- Self - Cultural Historian: You can see Mitchum and Stewart as complimentary. And that Stewart is a kind of hero, in that way, whereas, Mitchum is almost always the anti-hero. So, between the two of them, they correspond to the opposite ends of the American idea of what a hero is, you know. Is a hero somebody who has to stand for something, who has to run something, who has to be a leader? Or, is the hero somebody who is true to himself?
- Self - Actress & Writer: Mitchum was a quietly powerful hero on screen. He didn't exercise a lot of the external properties of somebody macho, somebody - a brawler or anything like that. But, you knew that was all there. It was in him.
- Self - Daughter of James Stewart: He never talked about the war. Mom said he never talked about it to her. He never talked about it with us. I think it meant it was devastating to him. Absolutely devastating. And I think that is part of why there's a sadness in Dad even in all his films.
- Self - Daughter of James Stewart: I read his diary. After he died, I found it way, way up in his closet. I found his diary and - it gave a list of the squadrons who would go out with him. And there were "x's" through all of them - except for one and that was him.
- Self - Daughter of James Stewart: When Dad came back from the war he wasn't even sure he wanted to be in films any more. I think it really changed him. And he was wondering if it was too frivolous - after what he had seen. You know, if it wasn't important - making movies was was't important enough. The immediate scene that comes to mind is him praying in 'It's A Wonderful Life." The bar scene. Such a good depiction of complete desperation - when you're trying to cling on to anything that might keep you going. And I think to have that movie, the movie he made after the war was very important.
- Self - Actress & Writer: What I find fascinating about Jimmy Stewart, first off, here I'm calling him Jimmy. People felt so comfortable with him. They felt they knew him. And he ceased to be James, though he was billed that way, and became in people's minds: Jimmy, the more familiar.

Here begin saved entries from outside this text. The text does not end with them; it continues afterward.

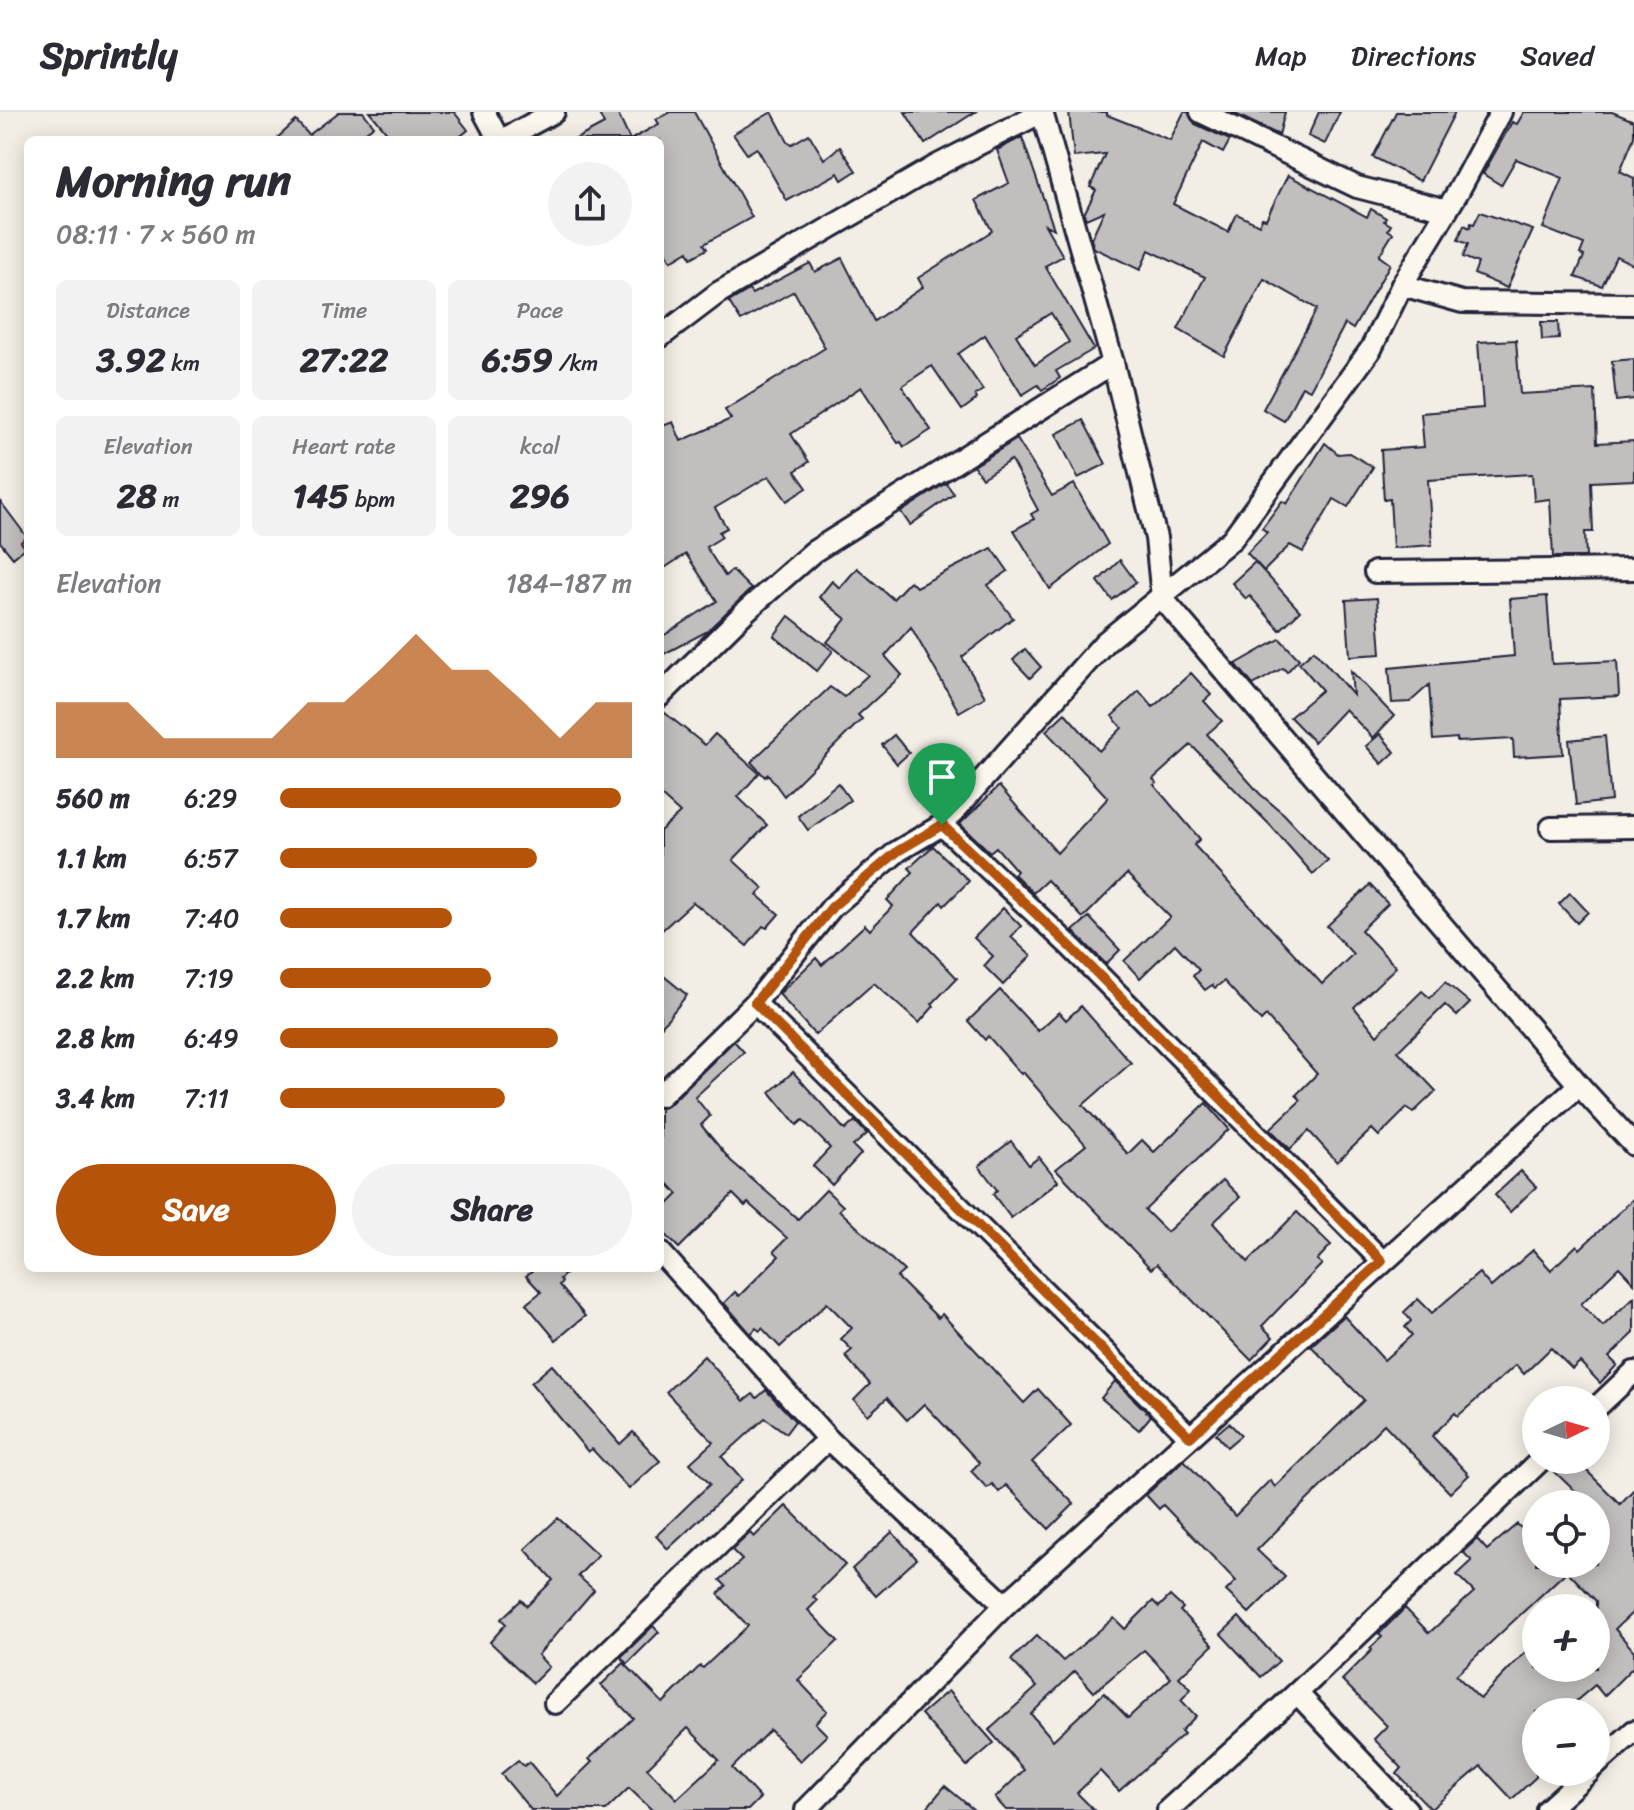 <!DOCTYPE html>
<html lang="en">
<head>
<meta charset="utf-8">
<style>
	:root { --surface:#fff; --page:#f2f2f3; --text:#2b2b33; --muted:#7c7c81; --line:#e1e1e2; --accent:#b45309 }
	body { margin:0; font-family:Sriracha,sans-serif; background:var(--page); color:var(--text); height:100vh; display:flex; flex-direction:column; font-size:30px; white-space:nowrap }
	* { box-sizing:border-box; margin:0 }
	p { font-size:26px; color:var(--muted) }
	.icon { flex:none; width:44px; height:44px; fill:none; stroke:currentColor; stroke-width:2; stroke-linecap:round; stroke-linejoin:round }
	.map { position:relative; flex:1; overflow:hidden }
	.panel { position:absolute; left:24px; top:24px; width:640px; height:1136px; display:flex; flex-direction:column; background:var(--surface); border-radius:12px; box-shadow:0 4px 20px #0003 }
	.panel>* { flex:none }
	.needle { width:52px; rotate:85deg }
	.buttons { position:absolute; left:1522px; top:1274px; display:grid; gap:16px }
	.buttons a { display:grid; place-items:center; width:88px; height:88px; border-radius:50%; background:var(--surface); box-shadow:0 4px 20px #0003; font-size:40px }
	.pin { position:absolute; display:grid; place-items:center; width:68px; height:68px; color:#fff; margin:-82px -34px; border-radius:50% 50% 50% 0; rotate:-45deg; box-shadow:0 0 8px #0007 }
	.pin .icon { rotate:45deg }
	.round { display:grid; place-items:center; flex:none; width:84px; height:84px; border-radius:42px; background:var(--page) }
	.headline { display:flex; align-items:center; justify-content:space-between; height:136px; padding:0 32px }
	h1 { font-size:44px; font-weight:800; line-height:60px }
	.stats { display:grid; grid-template-columns:repeat(3,1fr); gap:12px; height:136px; padding:8px 32px }
	.stats div { display:grid; align-content:center; border-radius:12px; background:var(--page); text-align:center }
	.stats b { font-size:34px; font-weight:800 }
	.stats small { font-size:22px; font-weight:400 }
	.stats p { font-size:22px }
	.chart { height:224px; padding:16px 32px }
	.chart p { display:flex; justify-content:space-between }
	.chart svg { width:100%; height:144px; margin-top:8px; fill:var(--accent); opacity:.7 }
	.cta { display:flex; gap:16px; margin-top:auto; padding:16px 32px }
	.cta a { flex:1; height:92px; border-radius:48px; background:var(--accent); color:#fff; font-size:32px; font-weight:800; line-height:92px; text-align:center }
	.cta a+a { background:var(--page); color:var(--text) }
	ul { padding:0 32px; list-style:none; font-size:26px }
	li { display:grid; grid-template-columns:128px 96px 1fr; align-items:center; height:60px }
	li i { height:20px; border-radius:10px; background:var(--accent) }
	header { display:flex; align-items:center; gap:48px; box-sizing:border-box; height:112px; padding:0 40px; background:var(--surface); border-bottom:2px solid var(--line) }
	header strong { font-size:38px }
	nav { display:flex; gap:44px; margin-inline-start:auto; font-size:28px }
	.map>svg:first-child { display:block }
</style>
</head>
<body>
<header>
<strong>Sprintly</strong>
<nav><a>Map</a><a>Directions</a><a>Saved</a></nav>
</header>
<div class="map">
<svg width="1634" height="1698" viewBox="0 0 1634 1698">
	<rect width="100%" height="100%" fill="#f2eee5"/>
	<filter id="ink" filterUnits="userSpaceOnUse"><feTurbulence type="fractalNoise" baseFrequency=".0125" numOctaves="2"/><feDisplacementMap in="SourceGraphic" scale="16" xChannelSelector="R" yChannelSelector="G"/><feConvolveMatrix kernelMatrix="1 2 1 2 8 2 1 2 1" color-interpolation-filters="sRGB"/></filter>
	<g filter="url(#ink)">
		<g fill="#c2bebe" stroke="#22223b" stroke-width="2" fill-rule="evenodd">
			<path d="M339,0h24l11,14 -19,14h-80l21,-19 13,14z"/>
			<path d="M370,0h84l14,18 -12,10h-63z"/>
			<path d="M598,0h19l13,28h-56l30,-16z"/>
			<path d="M671,0h23l58,105 -48,27 3,5 -16,9 -3,-7 -17,10 -11,-20v-101h-30l29,-16 -3,-5z"/>
			<path d="M772,0l16,30 4,2 17,-10 15,25 16,-12 16,24 -14,9 -4,-7 -51,28 -30,-53 -10,6 -14,-20z"/>
			<path d="M905,0h70l-50,32z"/>
			<path d="M1069,0h38v3l63,25 14,-28h4l7,12 35,16 -7,13 -20,-11 -30,62 55,28 9,-18 22,11 3,-7 4,1 22,-44 79,42 4,-8 15,9 -2,3 7,4 -3,5 5,3 -14,23 11,8 -37,65 -8,-5 -35,66 -8,-4 -18,35 -21,-12 54,-100 -53,-30 -40,77 -46,-27 27,-52 -56,-27 -9,20 -46,-22 -3,-9 13,-28 -18,8 -2,-5 12,-24 -6,-3 15,-33 -31,3z"/>
			<path d="M1231,0h54l-6,23z"/>
			<path d="M1319,0h21l-15,32 -17,-8z"/>
			<path d="M1396,0h59l-35,69 -47,-24z"/>
			<path d="M1524,0h88l22,9v16l-14,34 14,7v87l-18,-9 -14,30 -27,-9 9,-21 -4,-2 4,-10 -41,-16 20,-50 -47,-19 -15,26 -18,-11 29,-52 5,2z"/>
			<path d="M1022,25l32,92 -9,-4 18,31 -18,10 49,83 -38,22 4,7 -18,12 -4,-5 -16,10 -37,-60 -27,19 25,36 -8,5 2,4 -15,11 -30,-44 -30,20 29,44 -27,17 -3,-5 -3,1 -37,-56 -70,47 18,28 -14,9 12,17 -20,13 -18,-25 -54,32 12,20 -8,4 3,5 -16,10 19,29 7,-6 19,19 -45,43 -46,24v-18l57,-37 -31,-47 -26,17v-144l13,-5 8,19 50,-22 -6,-9 100,-62 -31,-57 -53,30 -12,-19 20,-12 3,4 58,-31 5,9 27,-14 32,63 49,-34 -5,-9 74,-47 -16,-31 33,-17 -12,-33zM1051,201l18,29 -34,23 -19,-30z"/>
			<path d="M1480,100l53,18 -26,58 -33,-14 4,-11 -15,-6 5,-13 -10,-4 6,-15 6,3 1,-5 3,1z"/>
			<path d="M1541,210h17l1,17 -17,1z"/>
			<path d="M1516,228l4,54 75,-4 2,53 37,-2v39l-43,2 2,50h-8l1,25h-33l-3,-58 -16,2 -2,-27 -104,6 4,65 -39,3 -3,-49 -6,1 -3,-50 43,-3 -3,-34 62,-5 -5,-66z"/>
			<path d="M1634,247v40l-18,2 -4,-40z"/>
			<path d="M1083,308l23,44 -28,14 -22,-44z"/>
			<path d="M1017,327l35,57 22,-12 34,60 -58,45 -36,-59 20,-11 -3,-5 7,-4 -27,-50 -29,18 -8,-12z"/>
			<path d="M1325,331l13,11 11,-1 24,14 -25,40 -14,-8 -31,53 -13,-7 -26,26 -17,-18 20,-21 -5,-4 20,-27 5,3z"/>
			<path d="M946,371l8,11 -44,31 -9,-13z"/>
			<path d="M0,389l27,36 -6,5 4,6 -12,10 -13,-16z"/>
			<path d="M992,436l16,23 -20,14 25,33 -51,39 23,40 -26,15 -48,-85 -26,29 17,19 -44,40 4,4 -78,77 -16,-22 -3,3 -14,-15 79,-75 14,10 24,-22 -41,-33 19,-23 -27,-22 13,-16 8,7 17,-20 36,31 17,-18 6,6z"/>
			<path d="M1120,448l16,22 -24,18 -14,-19z"/>
			<path d="M1255,450l45,49 -20,19 -30,-34 -4,3 -14,-16z"/>
			<path d="M1547,484l5,68 65,-3 2,35 -59,3 3,55 -49,3 -1,-18 -56,3v-4l-24,2 -4,-55 -19,17 -18,1 -3,-35 125,-12 -4,-57z"/>
			<path d="M1377,486l4,56 -31,2 -4,-56z"/>
			<path d="M789,504l44,35 -16,20 -43,-35z"/>
			<path d="M1280,527l19,20 -12,13 -4,-4 -30,17 -17,-21z"/>
			<path d="M1025,537l16,18 -11,11 -17,-18z"/>
			<path d="M1314,538l39,45 -2,-24 43,45 -21,22 -28,-29 -31,33 -24,-25 32,-27 -23,-27z"/>
			<path d="M1191,561l20,22 -7,6 18,20 -15,13 53,60 24,20 44,47 -15,13 -42,-48 -80,-81 -38,34 4,4 -3,2 46,54 -6,6 128,139 31,-30 -26,-28 43,-41 18,19 -27,26 35,37 -42,40 23,28 45,-44 8,7 15,-16 25,21 -13,13 -12,-11 -47,46 38,40 -23,22 -6,-5 -28,28 -7,-7 -35,33 -28,-31 -19,18 -20,-20 31,-29 -5,-5 21,-21 -51,-58 -5,5 -37,-40 -9,7 -3,-3 -7,5 -12,-14 6,-6 -24,-26 -35,34 -16,-17 46,-44 -43,-43 -44,44 -36,-38 -14,13 -19,-19 3,-3 -21,-24 -6,5 -30,-28 39,-38 58,67 51,-55 -62,-67 19,-18 34,38 23,-23 -10,-12 27,-25 14,16z"/>
			<path d="M660,597l45,36 10,-11 44,39 -21,24 29,28 -34,35 30,28 -6,7 22,19 -12,14 -4,-2 -16,20 -54,-44 -33,30v-101l20,-18 -20,-18z"/>
			<path d="M1380,622l15,18 -13,12 -16,-18z"/>
			<path d="M894,623l15,18 -12,11 -15,-19z"/>
			<path d="M1605,624l6,65 -35,4 -7,-65z"/>
			<path d="M838,671l12,17 -42,30 -10,-14z"/>
			<path d="M933,734l36,35 -25,25 -3,-4 -28,30 44,46 -25,26 2,2 -15,17 -45,-40 -59,52 -36,-41 37,-36 6,7 43,-40 5,5 23,-24 -6,-6 26,-28 -4,-4z"/>
			<path d="M1570,781l18,19 -11,11 -18,-19z"/>
			<path d="M1003,796l18,18 -10,11 20,19 -28,29 -19,-19 9,-10 -19,-18z"/>
			<path d="M1089,805l31,33 -14,14 -33,-33z"/>
			<path d="M660,861l27,22 -27,33z"/>
			<path d="M1000,878l38,41 21,-19 7,8 15,-14 50,57 -48,42 45,49 14,-14 12,12 52,-49 23,26 -84,81 22,22 56,-52 17,17 -27,26 35,39 49,-50 34,33 -14,15 5,4 -60,62 11,11 -22,23 -94,-96 -6,5 -95,-100 30,-24 -63,-73 -2,2 -33,-38 -3,4 -17,-19z"/>
			<path d="M734,929l10,11 -49,45 15,19 -9,9 30,36 67,58 28,-29 17,16 -4,4 65,61 -7,6 41,41 4,-4 82,89 14,-14 33,36 -39,37 42,42 -25,25 -43,-44 -7,7 -7,-8 -5,4 -16,-17 8,-8 -4,-5 -51,-54 -17,16 -20,-22 -19,17 -14,-15 16,-16 -25,-28 7,-6 -11,-11 11,-11 -25,-25 -47,44 -18,-19 -2,3 -4,-3 -5,6 -27,-31 11,-11 4,4 40,-40 -5,-5 13,-13 -39,-35 -3,3 -12,-12 -54,54 -19,-19v-17l18,-18 -18,-19v-66l9,-4z"/>
			<path d="M793,960l52,58 10,-9 12,13 -14,12 8,8 -29,31 -19,-19 17,-18 -27,-28 -6,5 -27,-33z"/>
			<path d="M1011,1029l18,24 10,-8 19,24 -47,37 -18,-24 4,-4 -18,-24z"/>
			<path d="M1521,1059l15,16 -26,25 -15,-17z"/>
			<path d="M1634,1086v85l-15,-16 -38,37 22,22 31,-29v36l-25,24 8,8 -17,18 -20,-21 -8,7 -21,-21 -27,26 -8,-9 -58,51 -3,-3 -23,23 37,39 -19,18 -66,-69 -127,126 28,27 -36,36 -23,-22 10,-10 -73,-76 -4,4 -13,-14 38,-35 51,56 35,-36 5,7 89,-87 -53,-54 33,-30 40,44 28,-25 -7,-8 6,-6 -7,-9 14,-13 14,14 47,-40 12,14 42,-37 18,20 26,-25 3,4z"/>
			<path d="M535,1156h37l-12,11 2,3 -3,3 26,31 -29,24 -30,-36 15,-12 -15,-16z"/>
			<path d="M704,1244l40,45 9,-7 4,4 9,-8 29,31 -9,12 -21,-15 -43,39 20,23 -74,69 -12,-13 54,-52 -20,-21 23,-21 -47,-50z"/>
			<path d="M552,1253l68,79 13,-12 27,29 -31,28 -37,-40 -4,3 -57,-69z"/>
			<path d="M1115,1269l36,35 -12,14 -38,-32z"/>
			<path d="M1229,1311l12,12 -14,12 -11,-13z"/>
			<path d="M1563,1348l16,3 41,41 14,-15v122l-19,18 19,22v15l-30,30 -9,-11 -32,27h-27v65l-24,22 -31,-33 -50,43 -34,-35 5,-6 -28,-29 13,-13 -45,-46 30,-30 -2,-2 12,-11 -3,-3 26,-26 24,25 45,-41 -17,-17 15,-14 -9,-9 14,-13 10,11 30,-26 19,19v21h60v-60h-8l-35,-34zM1567,1459l29,30v67h-60v-27l-56,58 -24,-24z"/>
			<path d="M786,1394l59,59 -32,32 4,4 -9,9 30,31 -40,39 29,31 -12,12 12,12 -27,26 -30,-31 -38,38 28,30 -12,12h-96l-23,-22 -23,22h-75l-30,-36 17,-14 6,6 5,-4 28,34 35,-34 -3,-3 44,-41 -32,-33 23,-22 39,40 37,-37 3,2 45,-42 -30,-32 8,-8 -6,-6 22,-20 -10,-10 18,-17 4,4zM688,1616l31,32 -42,39 -30,-31z"/>
			<path d="M558,1406l40,37 -20,21 16,14 -56,65 11,12 -16,16 -43,-41 16,-18 -5,-5 18,-17 2,-2 6,6 26,-26 -28,-31z"/>
			<path d="M892,1420l25,27 -41,37 -24,-27z"/>
			<path d="M1170,1484l13,12 -3,3 33,34 -34,32 12,12 -10,11 15,16 -15,15 3,3 -65,57 -19,-20 -23,22 17,17h-88l-11,-12 29,-28 -35,-40 48,-43 -26,-27 26,-25 26,26 51,-43 11,11 28,-28 6,6zM1144,1538l27,28 -43,40 -24,-25 -51,47 -22,-26 44,-43 19,21z"/>
			<path d="M1239,1505l40,44 -18,16 -40,-43z"/>
			<path d="M653,1514l6,6 -32,32 -6,-7z"/>
			<path d="M948,1579l46,52 -27,23 -46,-52z"/>
			<path d="M945,1674l29,24h-49z"/>
		</g>
		<g fill="none" stroke-linecap="round" stroke-linejoin="round">
			<g stroke="#22223b" stroke-width="26">
				<g id="street">
					<path d="M484,0l15,28"/>
					<path d="M1042,0l71,251 43,175 6,60 417,487 55,60"/>
					<path d="M1201,0l156,75 90,23"/>
					<path d="M502,28l52,-28"/>
					<path d="M1402,173l60,17 172,2"/>
					<path d="M660,225l58,-44 218,-127 106,-54"/>
					<path d="M1375,460l259,-3"/>
					<path d="M660,584l87,-86 66,-58 300,-189"/>
					<path d="M942,713l128,121 312,315"/>
					<path d="M1551,716l83,-1"/>
					<path d="M755,891l435,434"/>
					<path d="M660,984l95,-93 77,-96 66,-56 44,-26 163,-183 127,-103 139,-190 31,-64 57,-95 42,-78"/>
					<path d="M660,1140l168,187 177,166"/>
					<path d="M1596,1296l38,-36"/>
					<path d="M1297,1581l110,117"/>
					<path d="M555,1591l273,-264"/>
					<path d="M1596,1653l38,-34"/>
					<path d="M806,1698l199,-205 574,-520"/>
					<path d="M1168,1698l129,-117 244,-233"/>
					<path d="M1547,1698l42,-38"/>
				</g>
			</g>
			<use href="#street" stroke="#fbf7ec" stroke-width="20"/>
		</g>
	</g>
	<g fill="none" stroke-linecap="round" stroke-linejoin="round" filter="url(#ink)">
		<g stroke="#fff" stroke-width="16">
			<path id="route" d="M942,713l128,121 312,315 -192,176 -435,-434 77,-96 66,-56z"/>
		</g>
		<use href="#route" stroke="#b45309" stroke-width="10"/>
	</g>
</svg>
<div class="buttons">
<a><svg class="needle" viewBox="-14 -14 28 28"><path d="M0-13l5 13h-10z" fill="#e53935"/><path d="M0 13l5-13h-10z" fill="#7c7c81"/></svg></a>
<a><svg class="icon" aria-label="locate" viewBox="0 0 24 24"><circle cx="12" cy="12" r="6"/><path d="M12 2v4M12 18v4M2 12h4M18 12h4"/></svg></a>
<a>+</a>
<a>−</a>
</div>
<div class="pin" style="left:942px;top:713px;background:#1e9e55"><svg class="icon" aria-label="arrive" viewBox="0 0 24 24"><path d="M6 21V4h12l-3 4 3 4H6"/></svg></div>
<section class="panel">
<div class="headline"><div><h1>Morning run</h1><p>08:11 · 7 × 560 m</p></div><a class="round"><svg class="icon" aria-label="share" viewBox="0 0 24 24"><path d="M12 15V3M7 8l5-5 5 5M5 13v7h14v-7"/></svg></a></div>
<div class="stats">
<div><p>Distance</p><b>3.92<small> km</small></b></div>
<div><p>Time</p><b>27:22</b></div>
<div><p>Pace</p><b>6:59<small> /km</small></b></div>
</div>
<div class="stats">
<div><p>Elevation</p><b>28<small> m</small></b></div>
<div><p>Heart rate</p><b>145<small> bpm</small></b></div>
<div><p>kcal</p><b>296</b></div>
</div>
<div class="chart"><p><span>Elevation</span>184–187 m</p>
<svg viewBox="0 0 160 44" preserveAspectRatio="none"><path d="M0 44V27L10 27L20 27L30 38L40 38L50 38L60 38L70 27L80 27L90 17L100 6L110 17L120 17L130 27L140 38L150 27L160 27V44z"/></svg>
</div>
<ul>
<li><b>560 m</b>6:29<i style="width:97%"></i></li>
<li><b>1.1 km</b>6:57<i style="width:73%"></i></li>
<li><b>1.7 km</b>7:40<i style="width:49%"></i></li>
<li><b>2.2 km</b>7:19<i style="width:60%"></i></li>
<li><b>2.8 km</b>6:49<i style="width:79%"></i></li>
<li><b>3.4 km</b>7:11<i style="width:64%"></i></li>
</ul>
<div class="cta"><a>Save</a><a>Share</a></div>
</section>
</div>
</body>
</html>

- Self - Cultural Historian: So many of Hitchcock's films, in general, but particularly after the war and with characters sometimes played by Jimmy Stewart, are about the innocent bystander who gets drawn into a criminal situation. And part of being drawn into that, it turns out that, in fact, the bystander is not so innocent. So, it's by the bystander's own guilt, the subterranean guilt, that pulls them in. Now, if you look at the progression of the kinds of roles that Stewart plays in those Hitchcock films, he starts out separate. In "Rope" he is the lawyer who, you know, can understand that - he's sort of detached from it - he discovers that what's actually going on there. With "Rear Window" he's trying to be detached. Right, he's sitting there, has the camera and everything, but he get pulled into it. I mean, once again he gets pulled into, you know, there's this kind of whirlpool of crime that you're pulled into, in fact, because you're somewhat guilty yourself. And then, of course, by the time of "Vertigo," he is the one who manipulates the whole situation. He's the one who sets it all up. If you want to put it under a large umbrella, it's again a kind of what's become the consciousness because of the war - and the capability of normal people, let's say, to kill. You know, even in your head. So, to discover that potential in yourself, I think is reflected in some of the themes of these Hitchcock films.
- Self - Daughter of Robert Mitchum: The fact remains that he did enjoy smoking marijuana for much of his life.
- Self - Daughter of James Stewart: I remember doing drop drills in school. In case there's a nuclear blast, everybody drop and hide under your desk - like, that's gonna help. But, there was that paranoia and maybe the films that Hitchcock made reflected that darkness and that fear. It's a fear of being watched all the time. Hitchcock was very into voyeurism and "Rear Window" was all about that. "The Man Who Knew Too Much" was knowing too much - that's bad guys thinking that you know too much - you know something you shouldn't. So, they're out to get you. And that could all be part of that paranoia that was going on then.
- Self - Daughter of James Stewart: He had been asked to be an informant about Hollywood people for the FBI - for J. Edgar Hoover. And I think that Dad just did not like the idea of spying on his friends. So, he didn't do it. That was another very strong part of Dad's character was loyalty to friends.
- Self - Daughter of James Stewart: Dad never made a war film that glorified war. He was very loathe to do that. And he didn't want the glory to come to him when the men he flew with, and some of whom died, weren't getting the recognition. He never wanted to outshine those men. And, I think, that's why he didn't want to glorify war. And he didn't talk about it very much.
- Self - Daughter of James Stewart: My Dad and Robert Mitchum had very different lives and different careers. But, they died one day apart. And we were good friends with Robert Mitchum's daughter, Trina. We went to school with her. And I remember her, we talked to each other on the phone and she said, "Well, your Dad's death took some of the heat off of our house, because the helicopters and the cameras have left and gone to where your parents are - where your Dad is." So, you know, in the end they were together and it's - I like to think of it as the big sleep - was the name of the film they made together. And it was viewed by America as the end of an era, because, they represented a lot about America, a lot about American history, and film history. And to have them both go so close together was - just seems fitting.